## Task brief
Report every line in the listing that contains the string "white".

## Records supplied
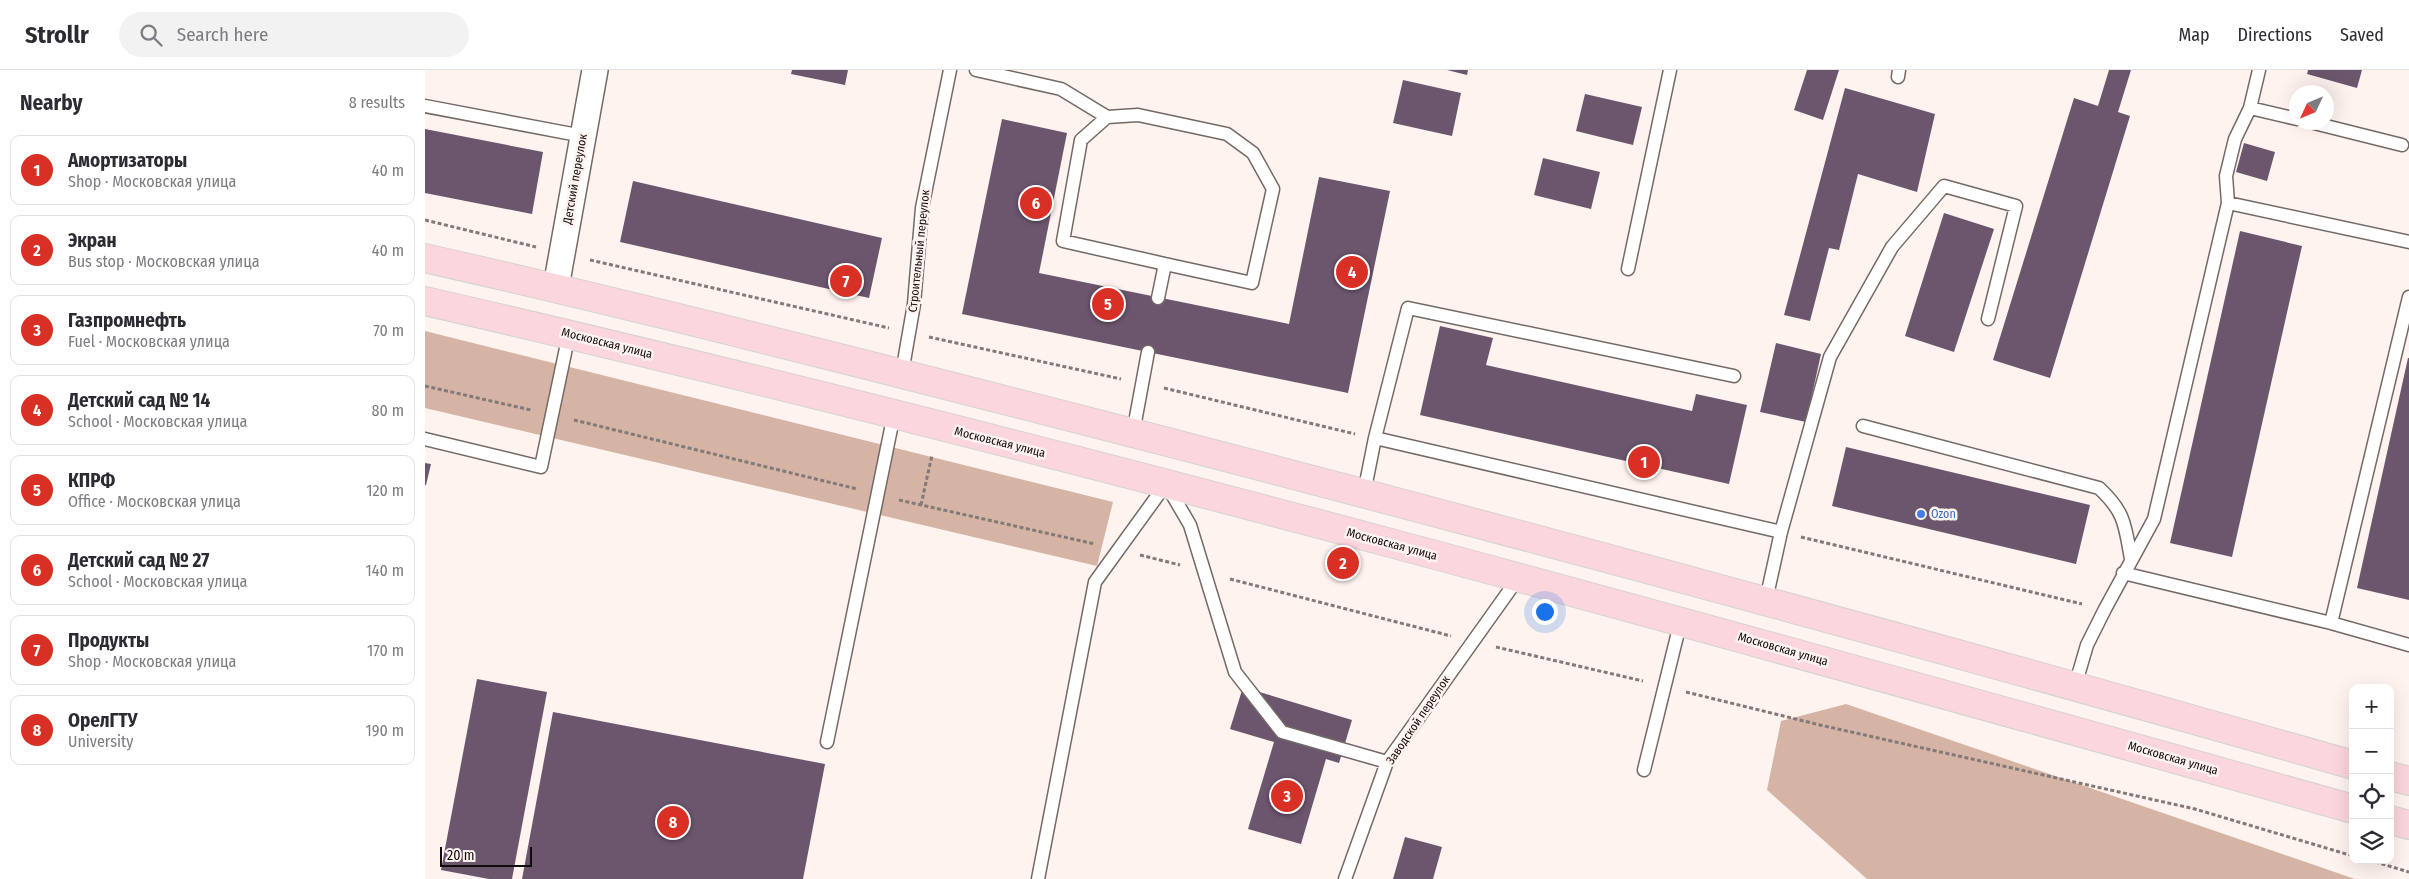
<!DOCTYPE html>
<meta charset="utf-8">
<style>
body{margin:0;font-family:"Fira Sans Condensed",sans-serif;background:#f2f2f3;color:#2b2b33}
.controls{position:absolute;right:15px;bottom:15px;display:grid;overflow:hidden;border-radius:10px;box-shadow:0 5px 20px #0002}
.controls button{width:45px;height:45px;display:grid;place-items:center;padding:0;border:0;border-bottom:1px solid #e1e1e2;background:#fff;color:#2b2b33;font:25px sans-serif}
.compass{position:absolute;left:1864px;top:15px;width:45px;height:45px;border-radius:50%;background:#fff;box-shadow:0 5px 20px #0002;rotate:226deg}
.scale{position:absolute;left:15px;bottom:12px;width:92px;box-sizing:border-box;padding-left:5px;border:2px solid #100c0b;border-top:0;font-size:14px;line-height:18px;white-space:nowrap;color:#100c0b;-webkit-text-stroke:4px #fef3ee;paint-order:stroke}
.you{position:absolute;left:1119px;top:541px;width:18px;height:18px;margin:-12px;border:4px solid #fff;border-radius:50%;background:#1a73e8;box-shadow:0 0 0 8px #1a73e833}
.badge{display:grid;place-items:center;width:32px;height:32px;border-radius:50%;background:#d93025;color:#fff;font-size:16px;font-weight:700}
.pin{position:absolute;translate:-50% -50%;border:2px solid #fff;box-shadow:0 1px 5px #0006}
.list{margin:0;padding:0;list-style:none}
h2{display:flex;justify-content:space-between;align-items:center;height:65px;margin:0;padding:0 20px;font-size:21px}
h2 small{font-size:16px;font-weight:400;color:#7c7c81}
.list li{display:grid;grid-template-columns:32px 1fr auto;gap:15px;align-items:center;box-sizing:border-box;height:70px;margin:0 10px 10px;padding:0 10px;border:1px solid #e1e1e2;border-radius:10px}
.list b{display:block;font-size:19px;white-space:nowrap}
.list p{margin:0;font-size:16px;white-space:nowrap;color:#7c7c81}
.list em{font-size:16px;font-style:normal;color:#7c7c81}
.icon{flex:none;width:28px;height:28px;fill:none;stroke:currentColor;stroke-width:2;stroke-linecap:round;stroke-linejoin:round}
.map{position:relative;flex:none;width:1984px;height:809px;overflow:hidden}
header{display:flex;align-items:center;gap:30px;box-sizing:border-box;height:70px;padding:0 25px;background:#fff;border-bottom:1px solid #e1e1e2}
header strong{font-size:24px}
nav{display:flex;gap:28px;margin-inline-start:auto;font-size:18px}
.search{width:350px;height:45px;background:#f2f2f3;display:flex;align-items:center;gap:12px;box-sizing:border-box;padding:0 18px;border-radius:28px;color:#7c7c81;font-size:19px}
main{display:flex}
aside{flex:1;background:#fff}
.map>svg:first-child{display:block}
.forest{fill:#d6b4a5}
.building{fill:#6c566e}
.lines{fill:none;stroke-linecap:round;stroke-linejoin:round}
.lane-casing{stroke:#736965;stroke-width:15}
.street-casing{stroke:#736965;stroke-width:28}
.primary-casing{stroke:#d4d3d3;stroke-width:30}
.path{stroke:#827a77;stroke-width:3;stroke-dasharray:4 2.5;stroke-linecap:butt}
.lane{stroke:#fff;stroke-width:12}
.street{stroke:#fff;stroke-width:25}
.primary{stroke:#fbd6dc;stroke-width:28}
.shop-dot{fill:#3f7fe0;stroke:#fef3ee;stroke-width:2}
.labels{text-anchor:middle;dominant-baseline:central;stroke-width:5;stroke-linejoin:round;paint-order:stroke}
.street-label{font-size:12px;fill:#100c0b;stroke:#fef3ee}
.shop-label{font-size:12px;fill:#366cbe;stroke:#fef3ee;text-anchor:start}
</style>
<header>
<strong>Strollr</strong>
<div class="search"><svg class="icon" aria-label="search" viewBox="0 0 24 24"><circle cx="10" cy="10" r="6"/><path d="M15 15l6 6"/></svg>Search here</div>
<nav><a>Map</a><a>Directions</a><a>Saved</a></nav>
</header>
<main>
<aside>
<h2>Nearby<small>8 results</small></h2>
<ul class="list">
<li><span class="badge">1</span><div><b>Амортизаторы</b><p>Shop · Московская улица</p></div><em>40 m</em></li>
<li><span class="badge">2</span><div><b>Экран</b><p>Bus stop · Московская улица</p></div><em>40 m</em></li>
<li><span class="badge">3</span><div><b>Газпромнефть</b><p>Fuel · Московская улица</p></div><em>70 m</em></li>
<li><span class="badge">4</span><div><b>Детский сад № 14</b><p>School · Московская улица</p></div><em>80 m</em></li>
<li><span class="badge">5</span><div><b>КПРФ</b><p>Office · Московская улица</p></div><em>120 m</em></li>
<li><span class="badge">6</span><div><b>Детский сад № 27</b><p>School · Московская улица</p></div><em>140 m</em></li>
<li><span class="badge">7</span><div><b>Продукты</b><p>Shop · Московская улица</p></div><em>170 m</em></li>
<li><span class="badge">8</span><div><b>ОрелГТУ</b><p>University</p></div><em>190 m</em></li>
</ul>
</aside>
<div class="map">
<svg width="1984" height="809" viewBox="0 0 1984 809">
<rect width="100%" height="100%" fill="#fef3ee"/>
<!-- forest -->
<path class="forest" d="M 0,261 L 688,432 L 672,496 L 0,338 Z
M 1421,634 L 1930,809 L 1442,809 L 1342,720 L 1356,651 Z"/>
<!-- building -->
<path class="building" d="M 367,0 L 423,0 L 420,15 L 366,4 Z
M 1022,0 L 1043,0 L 1042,5 Z
M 1382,0 L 1414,0 L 1398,50 L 1369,40 Z
M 1684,0 L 1706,0 L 1693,42 L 1705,46 L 1625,308 L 1568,290 L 1649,28 L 1673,36 Z
M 1883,0 L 1937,0 L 1932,18 L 1882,4 Z
M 978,10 L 1036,23 L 1027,66 L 968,53 Z
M 1420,18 L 1510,44 L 1492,122 L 1433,104 L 1414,180 L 1404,178 L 1385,251 L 1359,245 Z
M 1160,24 L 1217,37 L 1208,75 L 1151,61 Z
M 577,49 L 642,63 L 614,203 L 864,254 L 894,107 L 965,121 L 923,323 L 537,244 Z
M 0,59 L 118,82 L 107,144 L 0,123 Z
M 1819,73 L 1850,82 L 1842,111 L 1811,102 Z
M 1118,88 L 1175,102 L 1166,139 L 1109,125 Z
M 208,111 L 457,168 L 444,228 L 195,172 Z
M 1519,143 L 1569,159 L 1529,282 L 1480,266 Z
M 1815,161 L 1877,176 L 1807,487 L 1745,473 Z
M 1015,256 L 1068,268 L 1061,295 L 1267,341 L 1271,324 L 1322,335 L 1304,414 L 995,345 Z
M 1351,273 L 1396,284 L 1381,352 L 1335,342 Z
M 1983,288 L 1984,288 L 1984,530 L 1932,518 Z
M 1421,377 L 1665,435 L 1651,494 L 1407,436 Z
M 0,393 L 6,394 L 1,415 L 0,415 Z
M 52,609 L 122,622 L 87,809 L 64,809 L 16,800 Z
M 818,617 L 927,650 L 914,693 L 901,689 L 876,774 L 823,759 L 849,672 L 805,659 Z
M 128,642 L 400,694 L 378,809 L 97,809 Z
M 980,767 L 1017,777 L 1008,809 L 968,809 Z"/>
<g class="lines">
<defs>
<path id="lane" d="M 551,0 L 636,19 L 682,47
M 1473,7 L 1474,0
M 0,36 L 158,66
M 1825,38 L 1872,49
M 1885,52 L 1977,75
M 1803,133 L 1984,172
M 1203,199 L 1245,0
M 1984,227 L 1906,553 L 1984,575
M 733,228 L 740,194 L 827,213 L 848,119 L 828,83 L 802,64 L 713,45 L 682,47 L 656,70 L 638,171 L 740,194
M 477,303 L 489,234 L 497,138 L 525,0
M 1438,356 L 1674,418 C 1700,442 1700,455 1706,489
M 708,363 L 723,282
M 950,368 L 1356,462
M 0,369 L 116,397 L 144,264
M 939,423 L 950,368 L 983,238 L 1309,306
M 1698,503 L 1906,553
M 1341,530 L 1356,462 L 1405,287 L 1467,177 L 1519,116 L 1591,136 L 1563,249
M 1650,616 L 1662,575 L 1680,539 L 1729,449 L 1803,133 L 1801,106 L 1810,69 L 1825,38 L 1834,0
M 402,672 L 469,344
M 1219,700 L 1256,550
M 613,809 L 670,512 L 741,414 L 765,455 L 810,602 L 857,662 L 962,692
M 920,809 L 962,692 L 1094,507"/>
<path id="street" d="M 131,217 L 170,0"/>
<path id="primary" d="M 0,188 C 254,246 506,311 758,376 C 1149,478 1539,584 1928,695
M 0,231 C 648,380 1288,559 1928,739
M 1965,706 L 1984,711
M 1965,750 L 1984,755"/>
</defs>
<!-- lane casing -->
<use href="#lane" class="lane-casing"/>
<!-- street casing -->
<use href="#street" class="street-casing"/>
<!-- primary casing -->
<use href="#primary" class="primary-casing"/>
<!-- path -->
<path class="path" d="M 0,150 L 111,177
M 165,190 L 464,258
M 504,267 L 696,309
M 0,316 L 106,340
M 739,318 L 930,364
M 149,350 L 432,419
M 474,430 L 670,474
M 496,435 L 507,385
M 1376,467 L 1657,534
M 715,485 L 755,495
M 805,509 L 1026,566
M 1071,577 L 1218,611
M 1261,622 L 1395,655 L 1770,739 L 1928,786
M 1944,790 L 1984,802"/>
<!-- lane -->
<use href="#lane" class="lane"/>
<!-- street -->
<use href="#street" class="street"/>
<!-- primary -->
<use href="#primary" class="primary"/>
</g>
<!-- markers -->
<circle class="shop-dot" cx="1496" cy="444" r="5"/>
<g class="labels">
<!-- street labels -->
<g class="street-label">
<text transform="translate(150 109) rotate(-80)">Детский переулок</text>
<text transform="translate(494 181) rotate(-84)">Строительный переулок</text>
<text transform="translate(182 273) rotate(14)">Московская улица</text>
<text transform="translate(575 372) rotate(14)">Московская улица</text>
<text transform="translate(967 474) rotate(15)">Московская улица</text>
<text transform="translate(1358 579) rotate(16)">Московская улица</text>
<text transform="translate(993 650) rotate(-56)">Заводской переулок</text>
<text transform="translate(1748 688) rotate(16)">Московская улица</text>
</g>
<!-- shop labels -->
<g class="shop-label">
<text x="1506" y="444">Ozon</text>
</g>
</g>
</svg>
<div class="controls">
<button>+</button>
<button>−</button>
<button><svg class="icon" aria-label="locate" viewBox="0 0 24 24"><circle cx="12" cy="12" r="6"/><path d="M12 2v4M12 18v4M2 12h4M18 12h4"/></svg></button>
<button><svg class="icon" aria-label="layers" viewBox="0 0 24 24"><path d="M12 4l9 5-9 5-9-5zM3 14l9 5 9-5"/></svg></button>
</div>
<svg class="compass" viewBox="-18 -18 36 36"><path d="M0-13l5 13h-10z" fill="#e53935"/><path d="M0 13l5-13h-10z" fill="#7c7c81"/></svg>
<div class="scale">20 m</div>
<div class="you"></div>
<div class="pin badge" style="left:1219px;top:392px">1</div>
<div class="pin badge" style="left:918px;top:493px">2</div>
<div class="pin badge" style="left:862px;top:726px">3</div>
<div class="pin badge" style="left:927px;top:202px">4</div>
<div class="pin badge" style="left:683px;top:234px">5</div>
<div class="pin badge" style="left:611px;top:133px">6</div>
<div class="pin badge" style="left:421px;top:211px">7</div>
<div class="pin badge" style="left:248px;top:752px">8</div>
</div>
</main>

## Reply to the task
.scale{position:absolute;left:15px;bottom:12px;width:92px;box-sizing:border-box;padding-left:5px;border:2px solid #100c0b;border-top:0;font-size:14px;line-height:18px;white-space:nowrap;color:#100c0b;-webkit-text-stroke:4px #fef3ee;paint-order:stroke}
.list b{display:block;font-size:19px;white-space:nowrap}
.list p{margin:0;font-size:16px;white-space:nowrap;color:#7c7c81}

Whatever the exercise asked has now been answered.